No sabría decir si en la corte de las conservas de Cantabria tenemos rey o reina. Yo reconozco que soy un poco ‘british’ y que siempre me he inclinado por ‘the queen’, que para eso tiene mando en Inglaterra y en dieciséis estados independientes, que bebe te con una nube de leche a las cinco de la tarde y gin tonic a cualquier hora del día. El consorte me parece un adorno, un tipo de vida fácil, al parecer un tanto casquivana, aunque que a cualquiera nos gustaría ocupar su ‘trono’.
En Cantabria, creo, el mando en el reino conservero está bajo el bastón de la anchoa. Siempre en su poltrona desde que llegaron aquellos italianos que tanto hicieron por Santoña y los puertos de la región. Tengo claro, también, que el bonito –en aceite de oliva o en escabeche–, es el rey de nuestras latas y tarros. Y no sé si tiene mayor importancia, a la hora de hacer negocio, que su majestad la anchoa.
Sin embargo, también tengo muy claro que el primer lugar en orden sucesorio lo ocupa el relanzón, siempre en un segundo plano, a pesar de sus propiedades, su sabor y su tradición, principalmente en las villas marineras de la comarca oriental de Cantabria.

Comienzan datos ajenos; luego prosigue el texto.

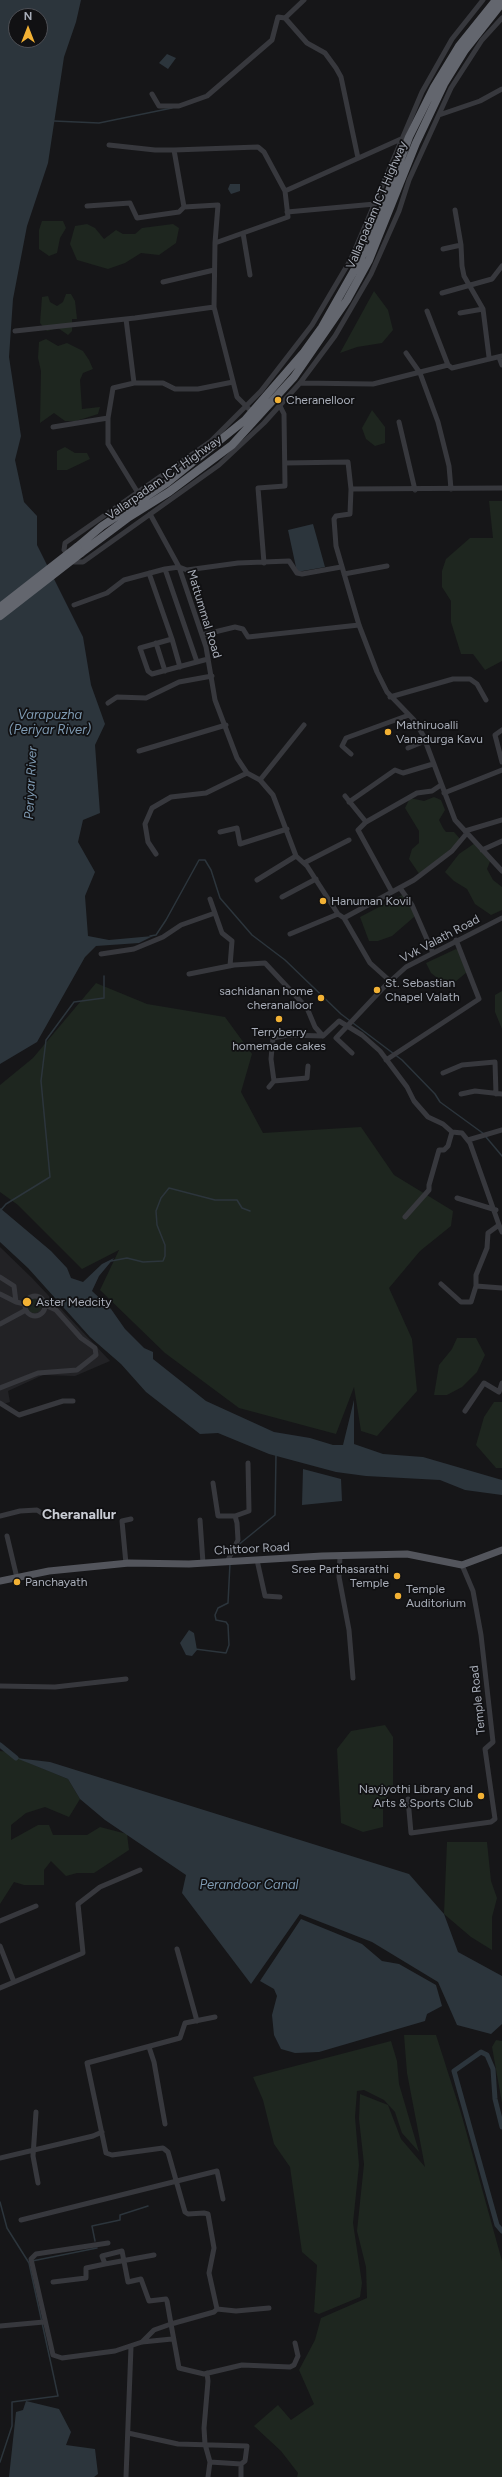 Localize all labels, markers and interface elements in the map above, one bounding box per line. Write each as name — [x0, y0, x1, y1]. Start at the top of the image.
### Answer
north arrow — [8, 8, 48, 48]
text: N — [24, 10, 32, 23]
street label: Vallarpadam ICT Highway — [344, 139, 410, 271]
place label: Cheranelloor — [286, 393, 355, 407]
marker: Cheranelloor — [273, 395, 283, 405]
street label: Vallarpadam ICT Highway — [104, 433, 224, 523]
street label: Mattummal Road — [184, 568, 224, 660]
water label: Varapuzha (Periyar River) — [9, 707, 91, 738]
place label: Mathiruoalli Vanadurga Kavu — [396, 718, 483, 746]
marker: Mathiruoalli Vanadurga Kavu — [383, 727, 393, 737]
water label: Periyar River — [21, 746, 41, 820]
place label: Hanuman Kovil — [331, 894, 411, 908]
marker: Hanuman Kovil — [318, 896, 328, 906]
street label: Vvk Valath Road — [398, 912, 482, 966]
place label: St. Sebastian Chapel Valath — [385, 976, 460, 1004]
place label: sachidanan home cheranalloor — [219, 984, 313, 1012]
marker: St. Sebastian Chapel Valath — [372, 985, 382, 995]
marker: sachidanan home cheranalloor — [316, 993, 326, 1003]
marker: Terryberry homemade cakes — [274, 1014, 284, 1024]
place label: Terryberry homemade cakes — [232, 1025, 326, 1053]
place label: Aster Medcity — [36, 1295, 112, 1309]
marker: Aster Medcity — [21, 1296, 33, 1308]
district label: Cheranallur — [42, 1507, 116, 1523]
street label: Chittoor Road — [214, 1540, 290, 1558]
place label: Sree Parthasarathi Temple — [291, 1562, 389, 1590]
marker: Sree Parthasarathi Temple — [392, 1571, 402, 1581]
place label: Panchayath — [25, 1575, 87, 1589]
marker: Panchayath — [12, 1577, 22, 1587]
place label: Temple Auditorium — [406, 1582, 466, 1610]
marker: Temple Auditorium — [393, 1591, 403, 1601]
street label: Temple Road — [467, 1665, 489, 1735]
place label: Navjyothi Library and Arts & Sports Club — [359, 1782, 473, 1810]
marker: Navjyothi Library and Arts & Sports Club — [476, 1791, 486, 1801]
water label: Perandoor Canal — [200, 1877, 298, 1893]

La anchoa, el bonito y el relanzón, qué gran familia real para alimentar a los pueblos que viven de cara al mar y que no quieren perder sus tradiciones, en especial a las que les preocupa esto de llenar el estómago con cosas ricas.
Pero ¿qué es el relanzón?, ¿cuáles son sus méritos?, ¿a qué viene ésta monserga?… Pues bien, hablamos de la aguja que se pesca en el Cantábrico, en otoño e invierno, y que luego, principalmente en Santoña, se envasa en aceite en octavillos o panderetas. El relanzón es un pescado azul, de aspecto alargado y picudo, con un atractivo brillo azulado, parecido al de la sardina. Su sabor es intenso, fuerte, muy de mar. Y su textura, densa y jugosa.
El relanzón tiene un precio muy económico –una lata de 250 gramos no llega a los 5 euros–, y es un auténtica delicia en ensalada o en bocadillo. Realmente bueno.